Screening for Reading Problems in an RTI Framework

With the increased use of Response to Intervention (RTI) as a framework for the early identification and prevention of reading problems comes a growing interest in improving how students are screened for potential reading difficulties. The primary purpose of screening in an RTI framework is to identify those students who without further intervention will be likely to develop reading problems at a later time. Screening measures are generally characterized by the administration of brief assessments that are strongly predictive of the condition we are attempting to identify and that typically result in classification into one of two groups: (a) those who are at risk for developing the condition (in this case, poor reading outcomes) and (b) those not at risk.


A screening instrument is judged primarily by its ability to accurately categorize students into these two groups. However, no screen will be 100% accurate.

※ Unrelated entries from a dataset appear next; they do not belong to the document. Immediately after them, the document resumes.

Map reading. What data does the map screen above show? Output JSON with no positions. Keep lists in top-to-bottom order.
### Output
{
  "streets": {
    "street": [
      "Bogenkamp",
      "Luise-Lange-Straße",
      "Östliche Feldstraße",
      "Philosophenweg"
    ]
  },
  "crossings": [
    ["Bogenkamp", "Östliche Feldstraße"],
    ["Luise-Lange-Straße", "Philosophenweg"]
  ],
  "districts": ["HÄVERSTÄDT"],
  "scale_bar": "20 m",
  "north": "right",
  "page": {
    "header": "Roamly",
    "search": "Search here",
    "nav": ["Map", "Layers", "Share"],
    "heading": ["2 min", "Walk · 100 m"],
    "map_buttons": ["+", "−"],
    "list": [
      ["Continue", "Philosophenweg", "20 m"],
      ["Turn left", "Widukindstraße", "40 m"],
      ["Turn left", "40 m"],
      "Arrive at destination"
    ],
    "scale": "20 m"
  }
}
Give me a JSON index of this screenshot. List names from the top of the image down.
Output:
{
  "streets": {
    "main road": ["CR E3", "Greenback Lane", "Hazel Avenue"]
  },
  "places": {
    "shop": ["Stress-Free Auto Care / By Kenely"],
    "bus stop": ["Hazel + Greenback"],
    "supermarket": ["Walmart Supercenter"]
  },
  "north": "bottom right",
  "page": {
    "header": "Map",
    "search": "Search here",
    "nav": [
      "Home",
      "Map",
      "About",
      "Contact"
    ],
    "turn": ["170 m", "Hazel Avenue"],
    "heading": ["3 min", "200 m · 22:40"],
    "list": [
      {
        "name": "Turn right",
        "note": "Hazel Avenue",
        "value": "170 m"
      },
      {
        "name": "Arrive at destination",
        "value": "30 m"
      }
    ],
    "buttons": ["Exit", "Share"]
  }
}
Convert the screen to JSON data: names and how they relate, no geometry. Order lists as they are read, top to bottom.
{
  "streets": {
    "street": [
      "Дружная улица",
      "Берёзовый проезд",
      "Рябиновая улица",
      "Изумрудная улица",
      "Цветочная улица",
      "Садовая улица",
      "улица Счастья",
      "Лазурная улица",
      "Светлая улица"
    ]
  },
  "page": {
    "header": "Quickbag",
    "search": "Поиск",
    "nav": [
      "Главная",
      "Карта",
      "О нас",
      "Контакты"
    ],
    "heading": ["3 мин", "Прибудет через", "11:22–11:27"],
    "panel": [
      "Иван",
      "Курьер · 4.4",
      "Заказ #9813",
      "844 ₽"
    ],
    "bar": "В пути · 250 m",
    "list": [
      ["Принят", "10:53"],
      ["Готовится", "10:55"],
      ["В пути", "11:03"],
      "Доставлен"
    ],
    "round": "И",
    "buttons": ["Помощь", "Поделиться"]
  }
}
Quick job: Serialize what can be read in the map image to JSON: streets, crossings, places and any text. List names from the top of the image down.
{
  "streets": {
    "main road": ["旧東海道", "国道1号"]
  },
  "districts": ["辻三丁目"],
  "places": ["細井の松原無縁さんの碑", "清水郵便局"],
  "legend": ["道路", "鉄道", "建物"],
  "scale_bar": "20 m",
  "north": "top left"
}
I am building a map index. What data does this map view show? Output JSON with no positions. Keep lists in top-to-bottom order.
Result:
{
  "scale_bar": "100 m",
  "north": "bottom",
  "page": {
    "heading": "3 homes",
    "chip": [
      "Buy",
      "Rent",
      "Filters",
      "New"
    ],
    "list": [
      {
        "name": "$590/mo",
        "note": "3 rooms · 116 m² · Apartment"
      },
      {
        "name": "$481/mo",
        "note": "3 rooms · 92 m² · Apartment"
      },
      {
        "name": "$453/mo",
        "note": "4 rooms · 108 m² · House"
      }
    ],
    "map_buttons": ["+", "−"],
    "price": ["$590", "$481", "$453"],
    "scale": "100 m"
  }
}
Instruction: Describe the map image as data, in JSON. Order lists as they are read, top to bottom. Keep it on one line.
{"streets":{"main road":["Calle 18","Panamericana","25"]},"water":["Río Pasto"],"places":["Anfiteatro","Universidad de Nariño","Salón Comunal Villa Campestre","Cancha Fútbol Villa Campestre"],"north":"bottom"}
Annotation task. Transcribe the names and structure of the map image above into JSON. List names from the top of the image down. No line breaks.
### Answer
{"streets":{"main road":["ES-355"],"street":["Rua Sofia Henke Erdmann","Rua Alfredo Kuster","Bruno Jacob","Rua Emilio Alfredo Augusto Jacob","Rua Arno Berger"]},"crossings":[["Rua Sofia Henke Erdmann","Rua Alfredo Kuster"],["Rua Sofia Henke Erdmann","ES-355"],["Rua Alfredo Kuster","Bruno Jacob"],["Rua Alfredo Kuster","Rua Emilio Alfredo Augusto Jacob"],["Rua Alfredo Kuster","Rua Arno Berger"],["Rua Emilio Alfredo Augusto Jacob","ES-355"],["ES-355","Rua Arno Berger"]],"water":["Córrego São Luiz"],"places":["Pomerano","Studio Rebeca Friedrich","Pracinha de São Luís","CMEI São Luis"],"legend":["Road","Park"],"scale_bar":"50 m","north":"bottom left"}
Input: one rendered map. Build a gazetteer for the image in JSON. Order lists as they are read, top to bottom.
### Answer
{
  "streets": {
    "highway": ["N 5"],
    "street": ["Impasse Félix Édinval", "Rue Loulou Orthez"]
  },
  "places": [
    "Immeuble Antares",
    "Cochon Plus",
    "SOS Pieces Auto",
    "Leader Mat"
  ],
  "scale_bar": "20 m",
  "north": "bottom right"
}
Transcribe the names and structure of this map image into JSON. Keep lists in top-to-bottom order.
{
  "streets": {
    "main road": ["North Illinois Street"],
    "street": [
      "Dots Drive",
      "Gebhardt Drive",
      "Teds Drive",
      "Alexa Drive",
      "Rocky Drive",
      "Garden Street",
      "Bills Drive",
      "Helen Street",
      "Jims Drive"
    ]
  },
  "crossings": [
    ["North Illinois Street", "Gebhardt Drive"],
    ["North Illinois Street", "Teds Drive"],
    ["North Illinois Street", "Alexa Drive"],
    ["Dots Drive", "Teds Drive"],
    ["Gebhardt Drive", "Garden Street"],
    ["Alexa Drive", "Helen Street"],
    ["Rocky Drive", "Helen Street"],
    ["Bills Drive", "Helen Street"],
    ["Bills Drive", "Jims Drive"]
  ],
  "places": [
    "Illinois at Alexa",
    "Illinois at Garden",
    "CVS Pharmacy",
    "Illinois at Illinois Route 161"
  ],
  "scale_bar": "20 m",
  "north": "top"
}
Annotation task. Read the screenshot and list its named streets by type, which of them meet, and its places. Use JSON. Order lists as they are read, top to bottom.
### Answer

Therefore, the goal is to minimize the number of misclassified cases (StatSoft, Inc., 2007). Accurately identified students can be either true positives (TPs; those correctly identified as at risk) or true negatives (TNs; those correctly identified as not at risk). Misclassified cases are either false positives (FPs; those students identified as at risk who later perform satisfactorily on reading outcomes) or false negatives (FNs; those students not identified by the screen as at-risk but who later perform poorly on reading outcomes). Screening results in the categorization of students into one of these four groups (see Figure 1). From this 2 × 2 table, we can calculate several statistics that provide an overall indication of a screening instrument's utility.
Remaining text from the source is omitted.